As key members of the cysteine-aspartate-specific protease family, caspase-3 and -8 are ubiquitously expressed in various mammalian cells, and have been demonstrated to be critical in cell apoptosis (25). The activation of caspase-3 and -8 has been observed in various apoptotic cells (26) and upregulation of caspases-3 and -8 has been identified in I/R-induced hepatic injury, indicating that caspase-mediated cell apoptosis is crucial in I/R-induced organ damage (27). Furthermore, an interaction mechanism exists between caspase-3 and Bcl-2; the expression of caspase-3 is negatively regulated by Bcl-2, caspase-3 subsequently hydrolyzes Bcl-2 and the hydrolyzed fragment of Bcl-2 exerts a pro-apoptotic effect (28,29).
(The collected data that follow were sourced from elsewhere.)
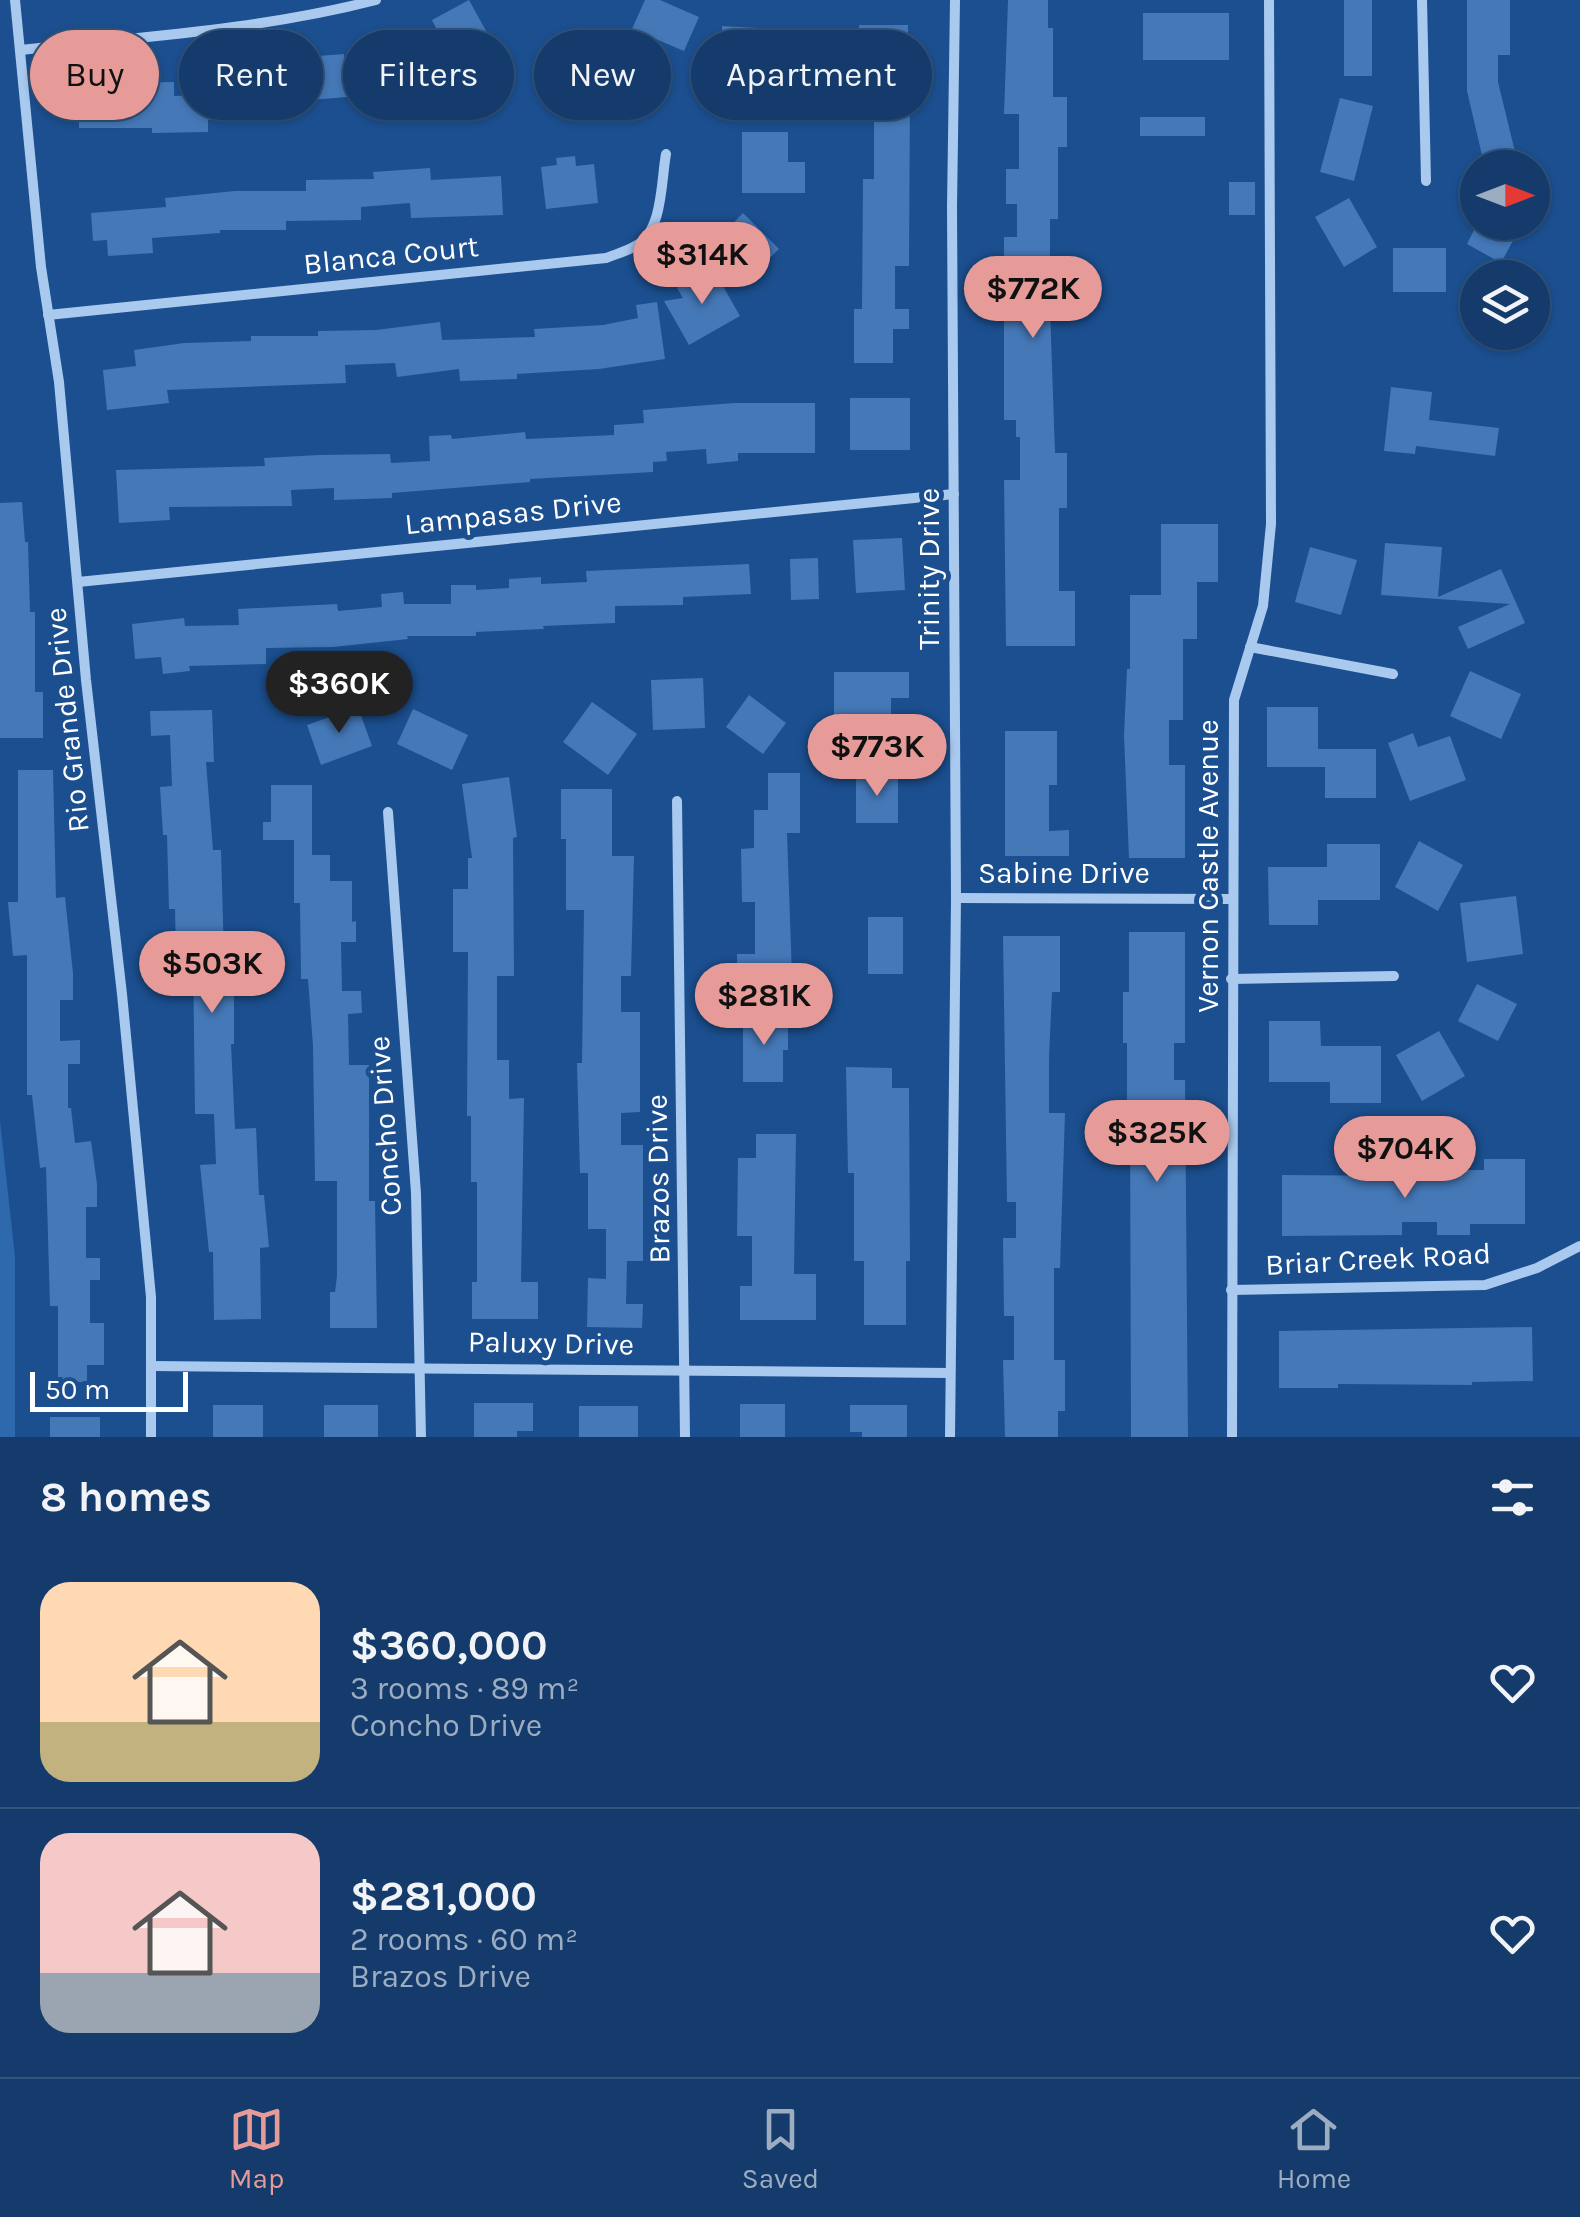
<!DOCTYPE html>
<meta charset="utf-8">
<style>
:root{--surface:#143b6b;--page:#1d4271;--text:#f1f3f6;--muted:#9dadc1;--line:#33557e;--accent:#e69b98}
body{margin:0;font-family:Karla,sans-serif;background:var(--page);color:var(--text);height:100vh;display:flex;flex-direction:column;font-size:38px;white-space:nowrap}
*{box-sizing:border-box;margin:0}
p{font-size:32px;color:var(--muted)}
.icon{flex:none;width:55px;height:55px;fill:none;stroke:currentColor;stroke-width:2;stroke-linecap:round;stroke-linejoin:round}
.map{position:relative;height:1437px;overflow:hidden}
.drawer{display:flex;flex-direction:column;background:var(--surface);flex:1}
.drawer>*{flex:none}
.guide{position:absolute;left:30px;top:30px;width:1000px;height:90px;display:flex;gap:20px}
.needle{width:65px;rotate:90deg}
.tools{position:absolute;left:1460px;top:150px;display:grid;gap:20px}
.tools a{display:grid;place-items:center;width:90px;height:90px;border-radius:50%;background:var(--surface);box-shadow:0 2px 8px #0004,0 0 0 2px var(--line);font-size:50px}
.scale{position:absolute;left:30px;bottom:25px;width:158px;box-sizing:border-box;padding-left:10px;border:5px solid #fff;border-top:0;font-size:28px;line-height:35px;white-space:nowrap;color:#fff;-webkit-text-stroke:8px #1b4f8f;paint-order:stroke}
.price{position:absolute;translate:-50% -85px;padding:0 22px;border-radius:35px;background:var(--accent);color:#111;font-size:32px;line-height:65px;filter:drop-shadow(0 2px 5px #0008)}
.price::after{content:'';position:absolute;left:50%;top:60px;width:30px;height:22px;margin-left:-15px;background:inherit;clip-path:polygon(0 0,100% 0,50% 100%)}
.price.active{background:#222;color:#fff}
ul{padding:0;list-style:none}
li{display:flex;align-items:center;gap:30px;height:250px;padding:0 40px}
li+li{border-top:2px solid var(--line)}
li span{display:grid;place-items:center;flex:none;width:280px;height:200px;border-radius:30px;color:#555}
li>.icon{margin-inline-start:auto}
span .icon{width:120px;height:120px;fill:#fffc;stroke-width:1}
li b{font-size:42px}
h2{display:flex;justify-content:space-between;align-items:center;height:120px;padding:0 40px;font-size:42px}
.chip{padding:0 35px;border-radius:45px;background:var(--surface);box-shadow:0 2px 8px #0004,0 0 0 2px var(--line);font-size:35px;line-height:90px}
.chip.active{background:var(--accent);color:#111}
.dock{display:flex;justify-content:space-around;align-items:center;height:140px;border-top:2px solid var(--line);background:var(--surface);font-size:28px;color:var(--muted)}
.dock a{display:grid;justify-items:center;gap:5px}
.dock .active{color:var(--accent)}
.map>svg:first-child{display:block}
.green{fill:#2e69ad}
.building{fill:#4478b7}
.lines{fill:none;stroke-linecap:round;stroke-linejoin:round}
.minor{stroke:#a9c9ee;stroke-width:10}
.labels{text-anchor:middle;dominant-baseline:central;stroke-width:10;stroke-linejoin:round;paint-order:stroke}
.street-label{font-size:30px;fill:#fff;stroke:#1b4f8f}
</style>
<div class="map">
<svg width="1580" height="1437" viewBox="0 0 1580 1437">
<rect width="100%" height="100%" fill="#1b4f8f"/>
<!-- green -->
<path class="green" d="M0,1121L15,1257V1437H0Z"/>
<!-- building -->
<g class="building">
<path d="M469,0L497,51L460,72L456,66L382,96L364,50L391,39L396,51L439,34L432,20Z"/>
<path d="M645,0H660L699,17L684,51L632,29Z"/>
<path d="M1008,0H1048V28H1053V97H1067V147H1058V219H1050V308L1055,453H1067V508H1059V591H1075V646H1006L1004,480H1020V437H1016V420H1004V237H1017V204H1006V169H1019V114H1004Z"/>
<rect x="1344" y="0" width="28" height="76"/>
<path d="M1467,0H1510V55H1498V82L1518,164L1485,168L1467,91Z"/>
<rect x="1143" y="13" width="86" height="47"/>
<path d="M859,25H908V56H894V94H910L909,266H895V309H909V329H893V363H854V309H862L863,179H874V80H859Z"/>
<path d="M722,26L758,28V44L816,46L814,78L721,74Z"/>
<path d="M598,40L617,78L582,96L563,57Z"/>
<path d="M344,54L347,97L274,103L275,116L208,120V132L152,133V128H79V83L174,82V96L225,95L224,86L244,84L243,70L292,66V58Z"/>
<path d="M1340,98L1373,106L1354,181L1320,172Z"/>
<rect x="1140" y="117" width="65" height="19"/>
<path d="M742,132H788V162H805V193H742Z"/>
<path d="M575,156L576,166L594,164L598,203L546,209L541,167L557,165L556,158Z"/>
<path d="M430,168L431,180L501,176L503,215L411,218L410,203L361,207V220L286,221V230H220V233L152,238L153,253L108,256L107,240L93,241L91,213L166,207L165,198L235,191H306V180L374,179L373,172Z"/>
<rect x="1229" y="182" width="26" height="33"/>
<path d="M1349,198L1377,247L1344,267L1315,217Z"/>
<path d="M743,213L779,249L750,277L715,242Z"/>
<path d="M1478,222H1523L1501,263L1467,244Z"/>
<rect x="1393" y="248" width="53" height="44"/>
<path d="M712,267L740,316L689,345L664,301L683,298L677,288Z"/>
<path d="M657,302L665,359L599,369L517,374V379L460,381L459,369L397,377L395,363L345,365L346,383L167,390L169,403L107,410L103,370L136,366L134,350L184,343L251,341V336H318V331L376,330L440,322L442,340L535,337L534,329L603,325L638,318L636,305Z"/>
<path d="M1391,387L1432,392L1429,420L1499,428L1495,456L1416,446L1415,454L1384,451Z"/>
<rect x="850" y="398" width="60" height="52"/>
<path d="M734,403H815V453H738V461L707,464L706,449L666,452L667,461L653,462V472L530,479V482L392,493V498L334,500V488L291,490L292,506L169,507L170,520L119,523L116,470L265,466L264,458L319,455L390,454L391,463L430,461L429,436L451,435L452,439L525,432L526,439L614,435V425L644,423L643,410Z"/>
<path d="M22,502L25,542H28L30,612H35V692H43V738H0V503Z"/>
<path d="M1161,524H1218V582H1197V639H1183V720H1169V765H1185V858H1129L1124,735L1127,669H1130V595H1161Z"/>
<path d="M902,538L905,590L856,593L853,540Z"/>
<path d="M1385,543L1442,547L1438,597L1501,569L1525,623L1468,649L1458,627L1510,604L1381,595Z"/>
<path d="M1310,547L1357,560L1341,615L1295,602Z"/>
<path d="M818,558L819,599L791,600L790,559Z"/>
<path d="M749,564L751,594L683,597V605L615,606V623L543,626L544,629L476,632V636H407L408,639L333,647L266,648V664L189,666L190,671L163,674L161,657L135,659L132,624L184,618L185,626L239,625L238,609L337,604L338,611L382,607L381,594L403,592L404,604H451V585H476V590L509,588V579L541,577V584L587,582L586,571Z"/>
<path d="M1470,671L1521,694L1501,739L1450,716Z"/>
<path d="M834,672H909V698H891V723H834Z"/>
<path d="M703,678L705,728L653,730L651,680Z"/>
<path d="M749,695L786,723L763,754L726,727Z"/>
<path d="M592,702L637,734L608,775L563,742Z"/>
<path d="M358,707L372,746L321,765L307,725Z"/>
<path d="M1267,707H1318V749H1376V798H1325V767H1267Z"/>
<path d="M413,709L468,735L452,770L397,744Z"/>
<path d="M212,710L214,762H206L213,850H221L225,991H234V1044H231L235,1129L256,1128L259,1195H264L269,1247L260,1248L261,1319L214,1320L213,1252H209L200,1165L216,1164L214,1114H195L193,955H176L175,909H169L167,835H163L160,787L172,786L170,735L151,736L150,711Z"/>
<path d="M1005,731H1057V785H1049V831L1069,830V856H1005Z"/>
<path d="M1413,733L1418,747L1450,736L1466,780L1410,801L1388,743Z"/>
<path d="M18,770H53L56,898L65,897L73,973V1000H60V1041L80,1040V1064H68V1108H71L75,1143L91,1141L97,1184V1207H86V1258H100V1280H90V1323H104V1365H87V1382H58V1306H50L46,1167L40,1168L32,1095H27V955L13,956L8,902H18Z"/>
<path d="M768,773H800V833H787L792,976H737V954H755V902H742L741,849L754,848V810H768Z"/>
<rect x="856" y="775" width="42" height="48"/>
<path d="M509,777L517,837L513,838L514,976H497V1060H509V1099L524,1098L521,1282H538V1319H472V1282H477V1182H471V1116H467L468,952H453V889H468V858H472L462,784Z"/>
<path d="M271,785H312V855H330V881H352V922L356,921V942H341L342,991H361L362,1013L348,1014L349,1065H369V1201H375L377,1328H330V1292H335L337,1276V1181H315L313,1046L308,979H301L300,903H294V840H263V822H271Z"/>
<path d="M561,789H612V856H634L631,976H621V1012H640V1112L621,1113V1145H643V1261H627L626,1304H643L642,1328L587,1327L588,1278L606,1279V1229H588V1173H580L577,1063H582L584,910H566V839H561Z"/>
<path d="M1419,841L1463,865L1438,911L1395,887Z"/>
<path d="M1327,844H1380V900H1318V925H1269L1268,867H1327Z"/>
<path d="M1516,896L1523,954L1467,962L1460,903Z"/>
<rect x="868" y="917" width="35" height="57"/>
<path d="M1129,932H1185V1043H1174V1080H1185L1188,1437H1131L1130,1112H1127V1043H1123V992H1129Z"/>
<path d="M1003,936H1060V992H1052L1049,1058V1113H1065L1060,1268H1054V1360H1065V1411H1058V1437H1005L1003,1360H1014V1316H1004L1003,1238H1016V1202H1007Z"/>
<path d="M1477,984L1517,1004L1498,1041L1458,1021Z"/>
<path d="M743,1015H788V1050H783V1082H743Z"/>
<path d="M1269,1021H1320L1321,1046H1381V1103H1330V1082H1269Z"/>
<path d="M1439,1031L1465,1076L1422,1101L1396,1055Z"/>
<path d="M846,1067L892,1068V1088H909L910,1261H906V1325H864V1261H854V1173H848Z"/>
<path d="M756,1134H796L794,1274H816V1320H740V1286H752V1236H737L738,1158H756Z"/>
<path d="M1484,1159H1525V1224H1470V1235H1437V1222H1402V1235L1282,1236V1175L1418,1176V1170H1484Z"/>
<path d="M1532,1327L1533,1381L1472,1382V1385L1338,1384V1388H1279V1331Z"/>
<path d="M474,1403H533V1431H517V1437H474Z"/>
<rect x="740" y="1404" width="45" height="33"/>
<rect x="213" y="1405" width="50" height="32"/>
<rect x="324" y="1405" width="54" height="32"/>
<path d="M850,1405H907V1437H862V1432H850Z"/>
<rect x="579" y="1406" width="59" height="31"/>
<rect x="50" y="1417" width="50" height="20"/>
</g>
<g class="lines">
<!-- minor -->
<g class="minor">
<path d="M15,0L41,267L59,382L86,680L122,994L151,1297V1437"/>
<path d="M1422,0L1426,181"/>
<path d="M21,50C139,37 260,30 376,0"/>
<path d="M48,315L606,258C616,254 628,251 637,245C663,230 661,181 666,154"/>
<path d="M78,582L954,494"/>
<path d="M1250,647L1393,674"/>
<path d="M677,801L685,1437"/>
<path d="M388,812L416,1193L421,1437"/>
<path d="M956,898L1232,899"/>
<path d="M1231,979L1394,976"/>
<path d="M1231,1290L1485,1285L1537,1268L1580,1246"/>
<path d="M151,1366L950,1373"/>
<path d="M950,1437L956,898L952,207L955,0"/>
<path d="M1232,1437L1234,700L1263,606L1271,524L1269,0"/>
</g>
</g>
<g class="labels">
<!-- street labels -->
<g class="street-label">
<text transform="translate(391 255) rotate(-6)">Blanca Court</text>
<text transform="translate(513 513) rotate(-6)">Lampasas Drive</text>
<text transform="translate(929 569) rotate(-90)">Trinity Drive</text>
<text transform="translate(67 720) rotate(-96)">Rio Grande Drive</text>
<text transform="translate(1208 866) rotate(-90)">Vernon Castle Avenue</text>
<text x="1064" y="873">Sabine Drive</text>
<text transform="translate(385 1126) rotate(-94)">Concho Drive</text>
<text transform="translate(658 1179) rotate(-91)">Brazos Drive</text>
<text transform="translate(1378 1259) rotate(-3)">Briar Creek Road</text>
<text transform="translate(551 1343) rotate(1)">Paluxy Drive</text>
</g>
</g>
</svg>
<div class="tools">
<a><svg class="needle" viewBox="-14 -14 28 28"><path d="M0-13l5 13h-10z" fill="#e53935"/><path d="M0 13l5-13h-10z" fill="#9dadc1"/></svg></a>
<a><svg class="icon" aria-label="layers" viewBox="0 0 24 24"><path d="M12 4l9 5-9 5-9-5zM3 14l9 5 9-5"/></svg></a>
</div>
<div class="scale">50 m</div>
<b class="price" style="left:702px;top:307px">$314K</b>
<b class="price" style="left:1033px;top:341px">$772K</b>
<b class="price active" style="left:339px;top:736px">$360K</b>
<b class="price" style="left:877px;top:799px">$773K</b>
<b class="price" style="left:212px;top:1016px">$503K</b>
<b class="price" style="left:764px;top:1048px">$281K</b>
<b class="price" style="left:1157px;top:1185px">$325K</b>
<b class="price" style="left:1405px;top:1201px">$704K</b>
<div class="guide">
<a class="chip active">Buy</a>
<a class="chip">Rent</a>
<a class="chip">Filters</a>
<a class="chip">New</a>
<a class="chip">Apartment</a>
</div>
</div>
<section class="drawer">
<h2>8 homes<svg class="icon" aria-label="filters" viewBox="0 0 24 24"><path d="M4 7h16M4 17h16"/><circle cx="9" cy="7" r="2"/><circle cx="15" cy="17" r="2"/></svg></h2>
<ul>
<li><span style="background:linear-gradient(#ffd9b3 70%,#c2b280 0)"><svg class="icon" aria-label="home" viewBox="0 0 24 24"><path d="M3 11l9-7 9 7M6 9v11h12V9"/></svg></span><div><b>$360,000</b><p>3 rooms · 89 m²</p><p>Concho Drive</p></div><svg class="icon" aria-label="heart" viewBox="0 0 24 24"><path d="M12 20l-8-8c-3-5 5-10 8-4 3-6 11-1 8 4z"/></svg></li>
<li><span style="background:linear-gradient(#f6c9c9 70%,#9aa5b1 0)"><svg class="icon" aria-label="home" viewBox="0 0 24 24"><path d="M3 11l9-7 9 7M6 9v11h12V9"/></svg></span><div><b>$281,000</b><p>2 rooms · 60 m²</p><p>Brazos Drive</p></div><svg class="icon" aria-label="heart" viewBox="0 0 24 24"><path d="M12 20l-8-8c-3-5 5-10 8-4 3-6 11-1 8 4z"/></svg></li>
</ul>
</section>
<nav class="dock">
<a class="active"><svg class="icon" aria-label="map" viewBox="0 0 24 24"><path d="M3 6l6-2 6 2 6-2v14l-6 2-6-2-6 2zM9 4v14M15 6v14"/></svg>Map</a>
<a><svg class="icon" aria-label="saved" viewBox="0 0 24 24"><path d="M7 4h10v16l-5-4-5 4z"/></svg>Saved</a>
<a><svg class="icon" aria-label="home" viewBox="0 0 24 24"><path d="M3 11l9-7 9 7M6 9v11h12V9"/></svg>Home</a>
</nav>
In the present study, the expression levels of caspase-3 and -8 were investigated and it was identified that GP significantly inhibited the upregulation of these two caspase family members in the I/R-liver tissues in mice. These findings indicated that GP inhibits I/R-induced hepatic cell apoptosis, potentially via the downregulation of caspase-3 and -8. In addition, GP may maintain the balance between caspase-3 and Bcl-2.

Furthermore, during mitochondria-mediated apoptosis, the mitochondrial membrane potential collapses, which leads to further mitochondrial depolarization and cytochrome c moves into the cytosol, thus activating an apoptotic cascade (30). Therefore, the cytochrome c level in the cytosol was examined in the present study and it was identified that the administration of GP attenuated the increase of cytochrome c in the cytosol within I/R-liver tissues.

In conclusion, the present study showed that oral administration of GP effectively protected against I/R-induced hepatic injury, predominantly via the attenuation of oxidative damage as well as by inhibiting cell apoptosis. Therefore, GP may serve as a promising agent for the treatment of hepatic I/R injury.